Today in History: Bonnie and Clyde Killed by Police (1934)

Bonnie Parker and Clyde Barrow. Getty Images

It is almost universal that during times of great economic upheaval, crime rates go up. Less legitimate employment, more expensive living conditions and so on, often force those who would otherwise lead normal lives into living lives of crime. It also opens the door for people predisposed to crime to take advantage of desperate people.

During the Great Depression, this was true. Other factors led into the increased crime rate as well, things like a decade of Prohibition, that led to gangsters and organized crime groups that peddled illegal alcohol.

The late 1920s and 1930s was full of dramatic and well-known criminals. Al Capone, John Dillinger, Pretty Boy Floyd, and of course Bonnie and Clyde are all very famous for their criminal ways. In fact, the public at the time became very enamored with many of the well-known criminals of this time period, many of whom were sensationalized in the media.

The public image of Bonnie and Clyde often falls into the category of ‘tragic love story’. Bonnie Parker is one of the few women from this time period that is associated with a true life of crime, though there are others.

Bonnie and Clyde, 1932. PBS

Bonnie Parker and Clyde Barrow met in 1930 while Parker’s husband was in jail. Historians mostly agree that they were smitten with each other right from the beginning, and many suspect that Bonnie Parker started up her life of crime with Barrow because she was in love.

Barrow was sent to prison soon after their first meeting, but Parker waited for him and they soon started a spree of small-time robberies throughout the central United States. In 1932, Barrow was accused of his first murder (though in that instance he was innocent, though a member of his gang was guilty). Later that year, he and Raymond Hamilton and Ross Dryer (both associates in his gang) shot and killed a sheriff’s deputy. It was the first time, but not the last, that Clyde Barrow killed a lawman.

What followed was a spree of murder and robbery. Bonnie and Clyde would soon become a national sensation. In 1933, their escape from a hide out in Joplin, Missouri became nationwide news when two police officers were killed. It was the aftermath of this raid by police that netted some of the only images we have of Bonnie and Clyde.

There are several instances during 1932 to 1934 where Bonnie, Clyde, and their gang would kidnap people, rob them, then leave them far away from home. Historical reports suggest that they would leave their victims with enough money to return home.

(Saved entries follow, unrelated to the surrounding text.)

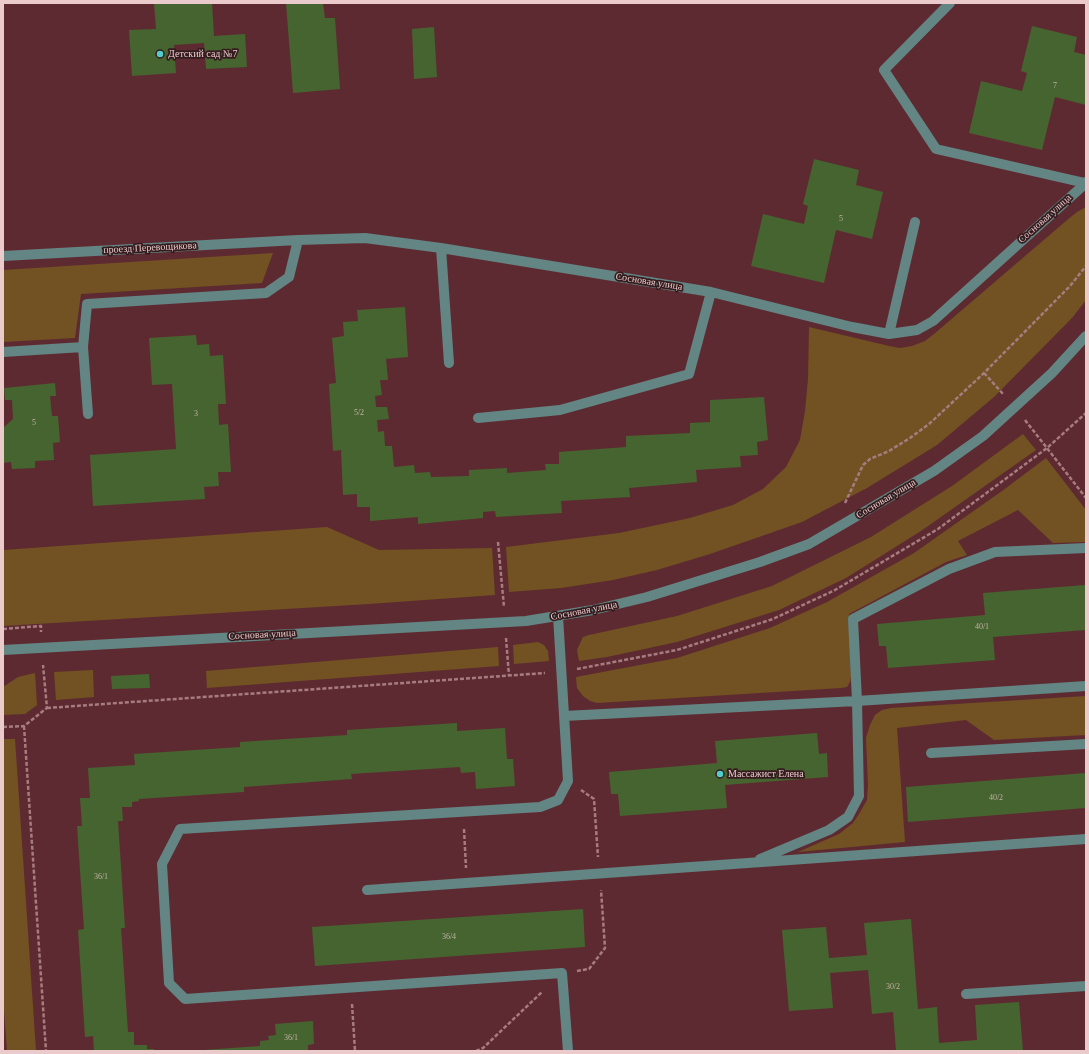 <!DOCTYPE html>
<html>
<head>
<meta charset="utf-8">
<style>
  body { margin:0 }
  #map { position:relative; width:1089px; height:1054px; overflow:hidden; background:#5e2a31; font-family:"Times New Roman",serif }
  canvas { display:block }
  .frame { position:absolute; inset:0; border:4px solid #ebcacc; pointer-events:none }
</style>
</head>
<body>
<div id="map">
<canvas width="1089" height="1054"></canvas>
<div class="frame"></div>
</div>
<script>
const ctx = document.querySelector('canvas').getContext('2d');
ctx.lineJoin = 'round';
function paint(path, color) { ctx.fillStyle = color; ctx.fill(path, 'evenodd'); }
const shape = rows => new Path2D(rows.map(r => 'M' + r).join(''));
function stroke(path, color, width, dash) { ctx.strokeStyle = color; ctx.lineWidth = width; ctx.lineCap = dash ? 'butt' : 'round'; ctx.setLineDash(dash || []); ctx.stroke(path); }
function drawText(font, color, halo, rows, align = 'center') {
  ctx.font = font + ' "Times New Roman",serif'; ctx.lineWidth = 3.5; ctx.setLineDash([]); ctx.textBaseline = 'middle'; ctx.strokeStyle = halo; ctx.fillStyle = color; for (const [text, x, y, turn = 0] of rows) {
    ctx.save(); ctx.translate(x, y); ctx.rotate((+turn || 0) * Math.PI / 180); ctx.textAlign = isNaN(turn) ? turn : align; if (halo) ctx.strokeText(text, 0, 0); ctx.fillText(text, 0, 0); ctx.restore();
  }
}
paint(shape([
  [1086,207,1086,300,1072,318,994,397,937,445,867,488,802,522,710,554,657,570,613,580,561,588,509,592,506,547,619,533,690,518,733,505,763,489,786,467,800,440,805,411,808,379,809,327,889,346,900,348,912,346,925,341,934,334,1066,221,1077,212],
  [273,253,262,283,81,294,75,338,3,342,3,270],
  [1023,434,1036,450,921,531,846,578,779,610,677,642,607,657,579,661,577,650,583,637,589,635,677,616,772,586,871,537,952,486],
  [1046,458,1086,510,1086,542,1053,543,1018,510,958,541,967,555,946,562,849,614,851,677,850,682,847,687,841,688,597,703,590,701,583,696,577,688,576,677,677,658,770,628,827,602,914,553,1002,491],
  [327,527,379,550,492,548,495,595,369,604,3,626,3,550],
  [538,642,544,645,548,651,549,661,514,664,513,645],
  [498,647,499,666,207,688,206,671],
  [93,670,94,697,56,700,54,672],
  [35,673,37,705,25,714,3,715,3,687,18,677],
  [1086,696,1086,735,994,740,966,720,897,728,905,842,798,852,839,834,853,823,859,814,867,800,868,785,866,738,870,725,875,715,882,710,891,708],
  [3,739,15,739,36,1051,7,1051,3,996]
]), '#725222');
paint(shape([
  [154,3,212,3,214,36,245,34,247,67,206,69,204,43,174,45,176,73,132,76,129,30,156,29],
  [286,3,323,3,325,18,335,18,340,89,293,93],
  [1032,26,1077,37,1074,52,1086,55,1086,105,1055,97,1042,150,969,133,981,81,1022,91,1027,73,1021,71],
  [434,27,437,77,414,79,412,29],
  [814,159,859,170,856,185,883,192,872,239,836,230,824,283,751,266,763,214,804,224,808,206,803,204],
  [405,307,408,357,386,359,388,380,380,380,382,395,375,396,376,407,387,407,389,419,377,420,378,432,384,431,385,446,392,446,394,467,414,465,415,473,430,472,431,477,469,476,469,470,507,468,507,473,546,470,545,464,559,464,559,452,626,447,626,436,690,433,690,423,710,422,710,400,764,397,768,440,757,442,758,455,740,456,741,467,696,470,697,482,629,488,630,497,561,501,562,513,496,517,495,511,483,512,483,518,418,524,418,517,370,521,370,507,357,507,357,494,343,495,341,450,333,451,329,384,336,383,332,338,344,336,343,322,358,321,357,310],
  [196,335,197,345,209,344,210,356,223,355,226,404,218,404,219,425,228,424,231,472,218,472,219,486,204,487,205,499,93,506,90,455,176,449,172,384,152,385,149,338],
  [55,383,56,396,50,396,52,416,58,416,60,442,53,443,54,460,35,461,35,468,12,469,11,462,3,463,3,427,4,427,13,419,12,400,5,400,4,388],
  [1085,585,1086,630,993,637,995,660,888,668,886,646,879,646,877,624,985,615,983,593],
  [149,674,150,688,112,689,111,676],
  [457,723,457,731,505,728,507,759,513,759,515,786,476,789,475,772,461,773,460,767,351,774,352,779,244,787,244,792,139,799,139,801,132,802,132,807,122,807,123,821,118,821,125,928,121,928,128,1032,134,1032,134,1045,147,1045,147,1049,154,1049,155,1051,94,1051,93,1036,85,1037,78,930,84,929,77,826,82,826,80,798,90,798,88,768,135,765,134,754,240,747,240,742,347,735,347,730],
  [817,733,819,754,827,753,828,777,725,785,727,808,620,816,618,794,611,794,609,772,717,763,715,741],
  [1086,773,1086,808,908,822,906,787],
  [583,909,585,947,315,966,312,927],
  [911,919,918,1009,937,1007,939,1043,977,1040,975,1005,1019,1002,1023,1051,896,1051,893,1012,872,1014,868,970,830,973,833,1008,789,1011,782,930,826,927,829,958,867,955,864,923],
  [313,1021,314,1044,308,1045,308,1051,203,1051,203,1050,260,1046,260,1041,269,1040,268,1036,276,1035,275,1024]
]), '#466430');
stroke(shape([
  [984,373,1004,395],
  [1025,420,1086,498],
  [845,503,863,465,870,459,889,451,910,438,929,424,984,373,1070,286,1086,266],
  [498,542,504,607],
  [3,629,41,626,41,632],
  [506,638,509,676],
  [577,669,677,650,773,619,835,590,938,529,1047,448,1086,413],
  [47,708,545,673],
  [24,726,46,1051],
  [3,727,24,726,47,708,43,665],
  [581,790,594,799,598,857],
  [464,829,466,868],
  [577,971,589,969,605,948,601,890],
  [352,1004,355,1051],
  [476,1051,483,1048,542,992]
]), '#a67c80', 2.5, [4, 2]);
stroke(shape([
  [950,3,884,70,936,149,1085,183,1086,182],
  [441,248,449,363],
  [3,256,298,240,365,238,441,248,711,292,852,327,889,334,917,330,933,321,1086,183],
  [889,334,915,222],
  [83,347,88,414],
  [3,352,83,347,87,304,266,293,289,277,298,240],
  [478,418,560,410,689,374,711,292],
  [1086,548,995,552,949,569,853,619,857,701,1086,686],
  [558,616,568,781,558,800,540,807,180,829,162,864,169,983,185,999,562,973,568,1051],
  [3,650,526,621,593,610,647,597,760,562,809,544,857,516,934,471,983,436,1052,373,1086,336],
  [564,716,857,701,859,796,848,817,829,830,760,859],
  [931,753,1086,744],
  [367,890,1086,839],
  [966,994,1086,986]
]), '#638584', 10);
for (const [x, y, r, color] of [
  [160,54,4,"#53cdcb"],
  [720,774,4,"#53cdcb"]
]) { const dot = new Path2D(); dot.arc(x, y, r, 0, 2 * Math.PI); ctx.fillStyle = color; ctx.fill(dot); stroke(dot, '#341c1e', 1.5); }
drawText('8px', '#c2b0a5', null, [
  ["7",1055,86],
  ["5",841,219],
  ["5/2",359,413],
  ["3",196,414],
  ["5",34,423],
  ["40/1",982,627],
  ["40/2",996,798],
  ["36/1",101,877],
  ["36/4",449,937],
  ["30/2",893,987],
  ["36/1",291,1038]
]);
drawText('10px', '#ebcacc', '#341c1e', [
  ["Детский сад №7",168,54],
  ["Массажист Елена",728,774]
], 'left');
drawText('10px', '#ebcacc', '#341c1e', [
  ["Сосновая улица",1045,219,-42],
  ["проезд Перевощикова",150,248,-3],
  ["Сосновая улица",649,282,9],
  ["Сосновая улица",886,499,-31],
  ["Сосновая улица",584,611,-11],
  ["Сосновая улица",262,635,-3]
]);
</script>
</body>
</html>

Because of increasing notoriety (due to the images found in Joplin, more people knew what they looked like), Bonnie and Clyde’s life became much harder. They started having to camp out as being in public would lead to their capture. Writing from some of their gang suggest that both Parker and Barrow knew that their crime spree would end in their deaths.

Bonnie Parker and Clyde Barrow, 1933. New York Daily News

This notoriety led to them being recognized in Red Crown Tourist Court (now part of Kansas City, Missouri) in July of 1933. It was during this escape from law enforcement, that two of the three remaining members of their gang were injured. Buck Barrow, Clyde’s brother, was mortally wounded, and Buck’s wife was nearly blinded. While trying to save Buck’s life, the police caught up with the gang once more. Buck Barrow as killed, and his wife was captured. Bonnie and Clyde and their last gang member W.D. Jones managed to escape.

For the next year, the trio would commit small time robberies. In 1934, Barrow would be instrumental in the Eastham Prison breakout, which led to federal law enforcement being brought in. It was this final action that led to the couple being hunted nationwide. Over the next few months, they (along with the men they broke out of prison), would kill several lawmen, and continue their crime spree.

On May 23, 1934 the law finally caught up with Bonnie and Clyde for the final time. They were gunned down on a rural road in Louisiana.

Bonnie Parker was, by all accounts, in love with Clyde Barrow. And while there is evidence that she was involved in some of their crimes, there is no evidence that she ever killed anyone (she did shoot at law officers during their escape from Joplin, Missouri). The two were national sensations for their illicit actions and what the public saw as a couple in love committing crimes and running from the law. Their lives would be immortalized in movies and TV shows long after their death.